When I wrote my previous tutorial about the extended use of the CSS clamp function, I was surprised by the drawback of zooming of text in fluid typography.Thanks to Adrian Bece and Adrian Roselli, I now know that this problem is known as a WCAG Failure Under 1.4.4 Resize Text (AA).

But what does this exactly mean?

“When people zoom a page, it is typically because they want the text to be bigger. When we anchor the text to the viewport size, even with a (fractional) multiplier, we can take away their ability to do that. It can be as much a barrier as disabling zoom. If a user cannot get the text to 200% of the original size, you may also be looking at a WCAG 1.4.4 Resize text (AA) problem — check out Failure of Success Criterion 1.4.4 due to incorrect use of viewport units to resize text.”

The prominent example that demonstrates the problem is a simple demo from Adrian Roselli’s article, “Responsive Type and Zoom.” Make the viewport width to 800px and see how text gets smaller while zooming to 220%. If you continue zooming, the text will begin to increase again, but will never reach its 2× increase in size (browsers currently have a zoom limit of 500%).

When I started to study this question intently, I found out that there is no solution at the time as well as detailed explanation. The great recommendation is:

“If you are going to use responsive typography techniques anyway, you must test it by zooming. Zoom across devices, across browsers, across viewport sizes (not everyone surfs full-screen), and across viewport orientations.”

So, if you want to be sure that the user will be able to zoom in the text to at least 200% of original size, you should make a huge amount of tests. In this article I propose the solution how to predict the mentioned WCAG Failure at the stage of development. And I am not sure that my findings will guarantee the 100% absence of the problem, but I am sure that it will be helpful to avoid developers from rough errors in the real use cases.

## Not Responsive Typography

So, what is really going on when users try to zoom the web page? The answer to this question is very simple: All modern browsers assume that pixel is stretchable. Therefore, the screen size “effectively” decreases on zooming.

Note: This article was written a few months ago, and OMG, Firefox now zooms pages correctly. The screen size doesn’t “effectively” decrease as you zoom in, but it is constant. Thus, the problem described in the article is still relevant for Chrome, Opera, but not for Firefox. So, while reading, you may find different behavior of the examples depending on the browser.

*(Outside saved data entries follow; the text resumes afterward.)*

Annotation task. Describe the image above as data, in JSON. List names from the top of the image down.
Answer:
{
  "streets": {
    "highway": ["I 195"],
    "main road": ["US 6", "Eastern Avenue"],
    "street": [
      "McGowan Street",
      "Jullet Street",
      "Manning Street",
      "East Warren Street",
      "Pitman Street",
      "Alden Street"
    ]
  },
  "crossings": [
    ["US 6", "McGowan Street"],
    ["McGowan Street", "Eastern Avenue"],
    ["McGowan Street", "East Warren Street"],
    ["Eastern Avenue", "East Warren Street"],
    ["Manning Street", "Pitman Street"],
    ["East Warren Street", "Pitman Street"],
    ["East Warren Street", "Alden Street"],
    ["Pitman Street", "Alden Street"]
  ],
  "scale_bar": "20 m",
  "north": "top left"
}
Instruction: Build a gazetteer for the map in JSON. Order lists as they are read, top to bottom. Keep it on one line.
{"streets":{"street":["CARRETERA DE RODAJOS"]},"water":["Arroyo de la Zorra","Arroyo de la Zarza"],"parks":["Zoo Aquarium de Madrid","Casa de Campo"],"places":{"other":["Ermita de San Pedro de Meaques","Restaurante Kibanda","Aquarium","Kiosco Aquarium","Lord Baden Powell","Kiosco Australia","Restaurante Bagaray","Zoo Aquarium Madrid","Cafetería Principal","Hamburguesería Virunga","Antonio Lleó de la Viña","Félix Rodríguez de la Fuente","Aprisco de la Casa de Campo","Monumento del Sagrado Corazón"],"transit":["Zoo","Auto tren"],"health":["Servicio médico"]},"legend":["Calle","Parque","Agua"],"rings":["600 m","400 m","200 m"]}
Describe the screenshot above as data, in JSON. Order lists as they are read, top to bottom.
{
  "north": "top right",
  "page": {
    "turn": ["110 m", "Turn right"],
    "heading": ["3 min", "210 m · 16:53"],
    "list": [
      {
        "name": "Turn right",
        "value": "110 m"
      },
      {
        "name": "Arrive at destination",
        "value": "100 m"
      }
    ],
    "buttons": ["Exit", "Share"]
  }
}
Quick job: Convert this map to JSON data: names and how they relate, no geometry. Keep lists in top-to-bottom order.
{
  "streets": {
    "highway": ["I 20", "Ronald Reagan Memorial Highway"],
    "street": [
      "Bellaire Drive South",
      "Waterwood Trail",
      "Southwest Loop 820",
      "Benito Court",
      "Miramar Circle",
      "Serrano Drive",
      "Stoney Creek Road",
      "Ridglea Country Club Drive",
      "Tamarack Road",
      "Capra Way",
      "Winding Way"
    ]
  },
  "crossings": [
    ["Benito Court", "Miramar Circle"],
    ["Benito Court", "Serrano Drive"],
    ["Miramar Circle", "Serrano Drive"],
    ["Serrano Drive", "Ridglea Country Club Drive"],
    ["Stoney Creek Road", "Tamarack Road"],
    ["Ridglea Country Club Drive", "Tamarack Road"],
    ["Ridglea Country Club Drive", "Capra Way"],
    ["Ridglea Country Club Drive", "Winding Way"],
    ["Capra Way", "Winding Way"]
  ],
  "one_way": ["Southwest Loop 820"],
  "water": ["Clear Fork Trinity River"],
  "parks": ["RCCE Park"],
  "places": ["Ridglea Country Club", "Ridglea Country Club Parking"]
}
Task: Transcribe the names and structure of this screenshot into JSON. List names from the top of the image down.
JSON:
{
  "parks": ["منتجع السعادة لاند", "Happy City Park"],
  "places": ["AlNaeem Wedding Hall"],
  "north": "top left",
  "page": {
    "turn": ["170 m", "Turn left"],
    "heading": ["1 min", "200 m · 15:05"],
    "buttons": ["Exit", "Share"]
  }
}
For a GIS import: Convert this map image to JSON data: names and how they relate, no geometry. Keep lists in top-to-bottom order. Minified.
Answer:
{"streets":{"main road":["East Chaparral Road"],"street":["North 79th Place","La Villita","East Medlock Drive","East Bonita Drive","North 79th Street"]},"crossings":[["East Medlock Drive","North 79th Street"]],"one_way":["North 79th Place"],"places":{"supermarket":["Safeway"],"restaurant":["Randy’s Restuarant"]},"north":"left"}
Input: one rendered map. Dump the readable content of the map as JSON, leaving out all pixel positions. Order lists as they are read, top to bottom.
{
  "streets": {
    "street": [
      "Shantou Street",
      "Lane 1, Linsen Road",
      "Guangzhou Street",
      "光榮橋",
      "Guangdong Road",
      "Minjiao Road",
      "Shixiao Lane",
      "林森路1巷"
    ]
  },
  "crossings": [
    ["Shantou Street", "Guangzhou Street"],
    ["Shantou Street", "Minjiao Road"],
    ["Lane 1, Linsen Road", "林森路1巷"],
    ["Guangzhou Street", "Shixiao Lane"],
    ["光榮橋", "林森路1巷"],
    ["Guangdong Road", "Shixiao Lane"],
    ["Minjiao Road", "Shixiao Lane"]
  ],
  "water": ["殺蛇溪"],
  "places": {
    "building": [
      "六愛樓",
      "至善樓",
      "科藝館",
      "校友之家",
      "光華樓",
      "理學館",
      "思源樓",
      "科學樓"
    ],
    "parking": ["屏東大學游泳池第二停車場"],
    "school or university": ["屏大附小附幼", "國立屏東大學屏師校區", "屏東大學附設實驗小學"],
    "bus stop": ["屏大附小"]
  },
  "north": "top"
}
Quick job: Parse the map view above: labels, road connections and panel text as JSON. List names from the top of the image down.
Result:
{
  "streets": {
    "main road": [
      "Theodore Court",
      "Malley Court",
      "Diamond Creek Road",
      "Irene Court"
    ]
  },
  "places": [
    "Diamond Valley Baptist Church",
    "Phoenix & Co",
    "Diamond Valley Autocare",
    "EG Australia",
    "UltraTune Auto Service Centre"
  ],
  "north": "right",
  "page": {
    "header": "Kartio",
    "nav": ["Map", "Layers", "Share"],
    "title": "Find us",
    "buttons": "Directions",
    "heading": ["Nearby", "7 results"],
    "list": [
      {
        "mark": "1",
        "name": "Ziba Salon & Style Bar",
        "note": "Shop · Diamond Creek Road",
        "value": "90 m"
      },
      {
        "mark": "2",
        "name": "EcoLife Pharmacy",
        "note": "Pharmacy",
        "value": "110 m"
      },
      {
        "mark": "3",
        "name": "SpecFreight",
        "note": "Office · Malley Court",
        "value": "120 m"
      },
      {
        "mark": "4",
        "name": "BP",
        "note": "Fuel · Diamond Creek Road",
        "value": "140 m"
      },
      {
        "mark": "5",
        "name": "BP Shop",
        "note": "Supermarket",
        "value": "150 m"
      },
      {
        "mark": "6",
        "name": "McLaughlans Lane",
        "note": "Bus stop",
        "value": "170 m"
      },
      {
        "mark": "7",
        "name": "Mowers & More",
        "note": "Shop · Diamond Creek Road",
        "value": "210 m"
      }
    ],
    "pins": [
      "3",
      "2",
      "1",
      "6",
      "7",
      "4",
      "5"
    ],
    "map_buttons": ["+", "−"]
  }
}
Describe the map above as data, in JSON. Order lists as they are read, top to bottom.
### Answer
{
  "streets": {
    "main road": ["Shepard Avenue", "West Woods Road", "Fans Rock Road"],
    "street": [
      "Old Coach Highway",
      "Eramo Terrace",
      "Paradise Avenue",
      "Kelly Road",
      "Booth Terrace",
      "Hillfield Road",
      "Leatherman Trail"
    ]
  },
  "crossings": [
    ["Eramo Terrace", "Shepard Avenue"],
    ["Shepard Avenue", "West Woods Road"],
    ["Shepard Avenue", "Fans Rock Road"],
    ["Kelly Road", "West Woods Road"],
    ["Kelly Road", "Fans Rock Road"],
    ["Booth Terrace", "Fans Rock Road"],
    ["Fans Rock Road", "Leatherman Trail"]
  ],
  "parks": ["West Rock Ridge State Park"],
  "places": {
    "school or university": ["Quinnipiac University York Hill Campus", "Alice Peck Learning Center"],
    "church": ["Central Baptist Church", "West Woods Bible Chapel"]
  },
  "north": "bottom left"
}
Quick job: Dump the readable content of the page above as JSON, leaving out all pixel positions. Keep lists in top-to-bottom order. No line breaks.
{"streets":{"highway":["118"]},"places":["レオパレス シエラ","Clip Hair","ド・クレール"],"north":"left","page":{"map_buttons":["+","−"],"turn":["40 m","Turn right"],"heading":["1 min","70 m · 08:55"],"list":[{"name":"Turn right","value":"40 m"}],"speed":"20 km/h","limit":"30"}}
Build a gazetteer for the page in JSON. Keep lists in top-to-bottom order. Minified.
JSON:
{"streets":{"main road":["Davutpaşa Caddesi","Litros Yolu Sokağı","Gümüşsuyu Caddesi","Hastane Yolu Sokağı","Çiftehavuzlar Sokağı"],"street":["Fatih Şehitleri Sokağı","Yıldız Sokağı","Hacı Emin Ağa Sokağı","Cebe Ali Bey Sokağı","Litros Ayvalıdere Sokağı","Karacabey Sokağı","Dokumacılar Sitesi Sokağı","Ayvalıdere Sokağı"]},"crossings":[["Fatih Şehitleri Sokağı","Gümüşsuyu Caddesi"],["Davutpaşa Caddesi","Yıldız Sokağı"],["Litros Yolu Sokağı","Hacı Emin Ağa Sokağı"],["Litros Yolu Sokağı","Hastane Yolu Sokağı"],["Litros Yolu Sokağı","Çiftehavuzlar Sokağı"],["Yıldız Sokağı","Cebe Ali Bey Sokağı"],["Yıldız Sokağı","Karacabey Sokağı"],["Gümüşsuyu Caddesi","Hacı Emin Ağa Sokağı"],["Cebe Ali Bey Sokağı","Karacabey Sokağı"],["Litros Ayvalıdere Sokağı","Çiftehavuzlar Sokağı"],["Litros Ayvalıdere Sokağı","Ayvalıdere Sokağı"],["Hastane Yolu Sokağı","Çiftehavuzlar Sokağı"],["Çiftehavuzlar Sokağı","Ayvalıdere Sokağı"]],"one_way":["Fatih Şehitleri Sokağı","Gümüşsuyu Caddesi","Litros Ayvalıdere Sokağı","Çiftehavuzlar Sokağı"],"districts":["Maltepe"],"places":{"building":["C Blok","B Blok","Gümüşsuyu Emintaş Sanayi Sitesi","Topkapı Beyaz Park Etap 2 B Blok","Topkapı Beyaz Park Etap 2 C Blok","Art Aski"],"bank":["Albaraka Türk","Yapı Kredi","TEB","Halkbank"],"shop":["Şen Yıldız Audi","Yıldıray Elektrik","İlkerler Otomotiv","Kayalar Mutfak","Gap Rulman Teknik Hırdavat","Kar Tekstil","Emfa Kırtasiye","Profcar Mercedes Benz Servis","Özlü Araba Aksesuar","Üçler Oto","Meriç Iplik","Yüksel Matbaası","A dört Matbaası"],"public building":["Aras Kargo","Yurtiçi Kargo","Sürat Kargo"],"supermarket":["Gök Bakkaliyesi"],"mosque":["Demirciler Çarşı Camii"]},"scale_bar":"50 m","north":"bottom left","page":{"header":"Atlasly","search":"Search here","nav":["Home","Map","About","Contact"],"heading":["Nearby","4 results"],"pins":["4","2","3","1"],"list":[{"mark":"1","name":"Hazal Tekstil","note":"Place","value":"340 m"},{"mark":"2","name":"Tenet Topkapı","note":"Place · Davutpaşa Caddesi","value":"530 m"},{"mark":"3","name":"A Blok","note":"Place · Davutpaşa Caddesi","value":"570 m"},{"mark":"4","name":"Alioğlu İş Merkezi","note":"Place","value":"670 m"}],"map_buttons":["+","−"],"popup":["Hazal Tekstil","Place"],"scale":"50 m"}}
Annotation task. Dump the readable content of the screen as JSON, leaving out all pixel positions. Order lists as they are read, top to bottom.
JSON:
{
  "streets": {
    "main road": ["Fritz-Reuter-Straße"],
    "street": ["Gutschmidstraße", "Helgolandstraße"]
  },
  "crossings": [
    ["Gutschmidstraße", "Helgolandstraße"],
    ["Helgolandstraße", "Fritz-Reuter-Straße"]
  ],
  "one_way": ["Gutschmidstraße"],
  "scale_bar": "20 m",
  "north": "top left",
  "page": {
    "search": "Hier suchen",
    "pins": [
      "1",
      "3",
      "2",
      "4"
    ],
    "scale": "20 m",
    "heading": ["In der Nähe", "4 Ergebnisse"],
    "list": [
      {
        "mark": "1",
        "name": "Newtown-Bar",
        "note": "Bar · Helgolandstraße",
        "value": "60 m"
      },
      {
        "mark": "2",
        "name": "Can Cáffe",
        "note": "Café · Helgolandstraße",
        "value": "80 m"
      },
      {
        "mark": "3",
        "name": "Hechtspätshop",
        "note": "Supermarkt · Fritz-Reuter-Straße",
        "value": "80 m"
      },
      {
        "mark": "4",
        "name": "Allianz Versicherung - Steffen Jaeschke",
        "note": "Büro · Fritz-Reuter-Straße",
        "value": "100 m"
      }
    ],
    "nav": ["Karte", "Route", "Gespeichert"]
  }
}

When we try to zoom the page to 200% of its original size, the pixel becomes twice as large in height and width. So, look at the code below:

p {
font-size: 16px;
}


Without zooming, we will see a text of this paragraph as text of some “visual-size”. Due to different physical size of pixels for different devices, this “visual-size” will change from one device to another. Really, if your 42-inch TV has a resolution of 1920×1080 pixels, then it contains 2073600 pixels, and your 6.1-inch iPhone 13, for example, has a resolution of 2532×1170 pixels and contains a whopping 2962440 pixels. Let introduce some coefficient k that is proportional coefficient between “visual-size” (what we see on screen) and “font-size” (what we set in CSS):

$$(1)\quad visual\_size=k * font\_size$$

This coefficient depends on type of screen. But as we will see below, it does not effect on a final result.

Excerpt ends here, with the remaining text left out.